Hurricane season is coming at us full force. As we begin to face the destructive reality of Hurricane Florence, WeatherCheck has unique safety tips and online resources.

Here are tips you’ve probably never heard, but can give you peace of mind before and after the storm.

  1. Make a checklist. You can never be too prepared for a hurricane. Walk around your home before evacuating and take a photo of everything; rooms, cabinets, drawers. This will be crucial in getting the maximum insurance claim pay out.
  2. Fully charge your phone. Consider downloading the “Zello Walkie Talkie App.” Zello lets you use your phone as a walkie-talkie or two-way radio as long as you have a network or WiFi connection. Users can join channels and instantly send messages or photos, and the app even works over older 2G networks. It’s important to note that if cell towers are wiped out in the storm and WiFi goes down, Zello will not work. But if you have cell service — even a 2G or 3G connection — the app could help in the event of an emergency.
  3. Invest in a portable charger. You can also find solar powered chargers online.
  4. Get a prepaid phone. They have a lower frequency that is prioritized over devices such as smartphones.
  5. Do not store your valuables in your dishwasher. It is a MYTH that dishwashers are waterproof. Take your valuables with you.
  6. Know about the elevation level of your property and whether or not the land is flood-prone. This will help you know how your property will be affected when storm surge or tidal flooding are forecasted.
  7. If you live in a highrise apartment building, be prepared to take shelter on or below the 10th floor.
  8. Identify levees and dams in your area and determine whether they pose a hazard to you.
  9. It’s important to know your surroundings and understand everything your community has to offer during severe weather. Learn community hurricane evacuation routes and how to find higher ground. Determine where you would go and how you would get there if you needed to evacuate.
  10. Cover all of your home’s windows. Tape does not prevent windows from breaking.
  11. Sign up for your community’s warning system. The Emergency Alert System (EAS) and National Oceanic and Atmospheric Administration (NOAA) Weather Radio also provide emergency alerts.
  12. Practice going to a safe shelter for high winds, such as a FEMA safe room or ICC 500 storm shelter. The next best protection is a small, interior, windowless room in a sturdy building on the lowest level that is not subject to flooding.
  13. If you have NFIP flood insurance, your policy may cover up to $1000 in loss avoidance measures, like sandbags and water pumps, to protect your insured property. You should keep copies of all receipts and a record of the time spent performing the work. They should be submitted to your insurance adjuster when you file a claim to be reimbursed. Visit www.fema.gov/media-library/assets/documents/137860 to learn more.
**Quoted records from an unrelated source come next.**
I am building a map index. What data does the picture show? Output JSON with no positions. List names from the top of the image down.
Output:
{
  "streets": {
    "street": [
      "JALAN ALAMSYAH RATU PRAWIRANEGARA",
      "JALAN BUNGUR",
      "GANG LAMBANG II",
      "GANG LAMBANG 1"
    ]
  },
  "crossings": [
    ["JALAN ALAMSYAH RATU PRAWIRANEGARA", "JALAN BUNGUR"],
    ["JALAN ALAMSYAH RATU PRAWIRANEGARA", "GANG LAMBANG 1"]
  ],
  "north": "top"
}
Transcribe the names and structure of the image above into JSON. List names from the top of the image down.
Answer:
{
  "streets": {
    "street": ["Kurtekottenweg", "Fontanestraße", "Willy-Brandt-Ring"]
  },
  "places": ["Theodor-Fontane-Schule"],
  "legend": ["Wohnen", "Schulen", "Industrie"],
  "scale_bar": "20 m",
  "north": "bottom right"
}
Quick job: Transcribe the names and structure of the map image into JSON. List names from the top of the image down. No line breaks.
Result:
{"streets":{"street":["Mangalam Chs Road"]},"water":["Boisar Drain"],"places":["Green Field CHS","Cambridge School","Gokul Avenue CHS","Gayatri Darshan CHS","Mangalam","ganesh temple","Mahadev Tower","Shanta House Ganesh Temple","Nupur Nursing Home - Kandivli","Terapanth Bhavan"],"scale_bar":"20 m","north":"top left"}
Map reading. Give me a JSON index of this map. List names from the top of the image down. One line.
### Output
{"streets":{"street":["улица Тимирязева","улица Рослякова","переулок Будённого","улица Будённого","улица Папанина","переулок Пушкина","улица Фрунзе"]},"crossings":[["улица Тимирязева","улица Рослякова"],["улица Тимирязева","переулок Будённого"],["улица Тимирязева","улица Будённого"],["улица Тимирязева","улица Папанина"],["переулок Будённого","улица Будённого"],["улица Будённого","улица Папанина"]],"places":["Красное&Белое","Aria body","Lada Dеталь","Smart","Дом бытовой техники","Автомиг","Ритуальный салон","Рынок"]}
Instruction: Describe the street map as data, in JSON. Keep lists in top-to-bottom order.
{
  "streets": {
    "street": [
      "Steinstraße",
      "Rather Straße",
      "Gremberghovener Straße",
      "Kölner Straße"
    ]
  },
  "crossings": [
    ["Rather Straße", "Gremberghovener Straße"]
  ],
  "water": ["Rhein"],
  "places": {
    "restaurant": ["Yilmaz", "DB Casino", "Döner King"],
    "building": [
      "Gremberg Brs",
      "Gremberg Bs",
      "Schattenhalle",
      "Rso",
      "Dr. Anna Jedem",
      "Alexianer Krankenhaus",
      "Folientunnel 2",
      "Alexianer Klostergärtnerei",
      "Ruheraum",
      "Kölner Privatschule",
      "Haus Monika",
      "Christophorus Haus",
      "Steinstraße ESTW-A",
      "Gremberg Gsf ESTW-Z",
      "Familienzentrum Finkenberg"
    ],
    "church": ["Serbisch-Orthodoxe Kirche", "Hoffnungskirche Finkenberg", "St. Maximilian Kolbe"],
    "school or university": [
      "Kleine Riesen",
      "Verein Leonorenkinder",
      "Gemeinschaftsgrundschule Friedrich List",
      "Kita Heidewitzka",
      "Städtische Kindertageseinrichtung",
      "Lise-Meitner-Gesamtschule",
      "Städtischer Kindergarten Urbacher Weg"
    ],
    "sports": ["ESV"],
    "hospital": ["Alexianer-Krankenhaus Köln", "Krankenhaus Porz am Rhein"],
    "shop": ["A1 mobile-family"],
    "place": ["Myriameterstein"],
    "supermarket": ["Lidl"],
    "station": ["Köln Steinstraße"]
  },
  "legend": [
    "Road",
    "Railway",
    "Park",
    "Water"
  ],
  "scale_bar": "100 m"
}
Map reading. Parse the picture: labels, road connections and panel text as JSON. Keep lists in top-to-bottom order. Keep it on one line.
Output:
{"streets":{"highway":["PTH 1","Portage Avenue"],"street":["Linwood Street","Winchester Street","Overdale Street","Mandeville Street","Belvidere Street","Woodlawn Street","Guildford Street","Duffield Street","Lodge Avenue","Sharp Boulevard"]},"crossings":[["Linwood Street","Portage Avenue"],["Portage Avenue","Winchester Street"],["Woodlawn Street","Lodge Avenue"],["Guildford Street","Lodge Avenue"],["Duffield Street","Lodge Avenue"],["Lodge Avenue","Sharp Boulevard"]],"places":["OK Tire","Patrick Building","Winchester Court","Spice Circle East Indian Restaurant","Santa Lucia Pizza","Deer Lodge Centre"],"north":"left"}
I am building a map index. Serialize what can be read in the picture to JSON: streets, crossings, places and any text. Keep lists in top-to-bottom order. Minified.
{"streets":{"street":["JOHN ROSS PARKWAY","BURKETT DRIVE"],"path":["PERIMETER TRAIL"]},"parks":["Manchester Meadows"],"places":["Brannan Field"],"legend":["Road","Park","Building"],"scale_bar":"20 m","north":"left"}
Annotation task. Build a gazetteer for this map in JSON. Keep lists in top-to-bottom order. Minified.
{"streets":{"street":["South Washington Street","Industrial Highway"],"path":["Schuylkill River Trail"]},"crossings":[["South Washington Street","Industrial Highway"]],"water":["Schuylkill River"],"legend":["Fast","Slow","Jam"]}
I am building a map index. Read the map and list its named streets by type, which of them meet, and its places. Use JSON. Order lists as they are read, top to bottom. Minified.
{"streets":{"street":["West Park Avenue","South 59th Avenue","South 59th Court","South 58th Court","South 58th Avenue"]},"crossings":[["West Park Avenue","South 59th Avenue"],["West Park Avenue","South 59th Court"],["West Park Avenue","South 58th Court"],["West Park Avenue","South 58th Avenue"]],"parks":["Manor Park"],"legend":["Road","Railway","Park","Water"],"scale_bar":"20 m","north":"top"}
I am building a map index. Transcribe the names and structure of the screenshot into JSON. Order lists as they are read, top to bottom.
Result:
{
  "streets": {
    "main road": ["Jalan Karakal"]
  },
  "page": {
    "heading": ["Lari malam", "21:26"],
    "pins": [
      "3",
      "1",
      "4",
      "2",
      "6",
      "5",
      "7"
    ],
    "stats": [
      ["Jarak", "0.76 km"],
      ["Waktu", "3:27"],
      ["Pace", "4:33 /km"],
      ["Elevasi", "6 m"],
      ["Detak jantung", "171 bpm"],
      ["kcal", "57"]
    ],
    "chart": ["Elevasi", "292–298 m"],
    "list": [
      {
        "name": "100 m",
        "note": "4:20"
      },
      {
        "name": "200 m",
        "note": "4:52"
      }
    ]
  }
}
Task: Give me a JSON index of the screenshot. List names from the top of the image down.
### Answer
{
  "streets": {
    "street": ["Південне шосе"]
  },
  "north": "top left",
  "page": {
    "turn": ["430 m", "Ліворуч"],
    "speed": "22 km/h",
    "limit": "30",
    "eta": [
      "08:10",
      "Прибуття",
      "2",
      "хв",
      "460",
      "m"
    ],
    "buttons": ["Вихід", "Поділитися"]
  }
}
As you prepare the next few days before the hurricane hits, take time to find online resources and map out a plan with your family. Make sure you know where to go, what to do, and what you need. Do not leave your pets behind. They need help just as much as you and your children do.

This is the time to stay calm, stay focused, and protect your family. You can plan the next steps after the hurricane once it’s over. Your safety and the safety of your family is the most important. Prepare to get through the hurricane, once you know you’re safe you can take the next steps in what to do after the hurricane.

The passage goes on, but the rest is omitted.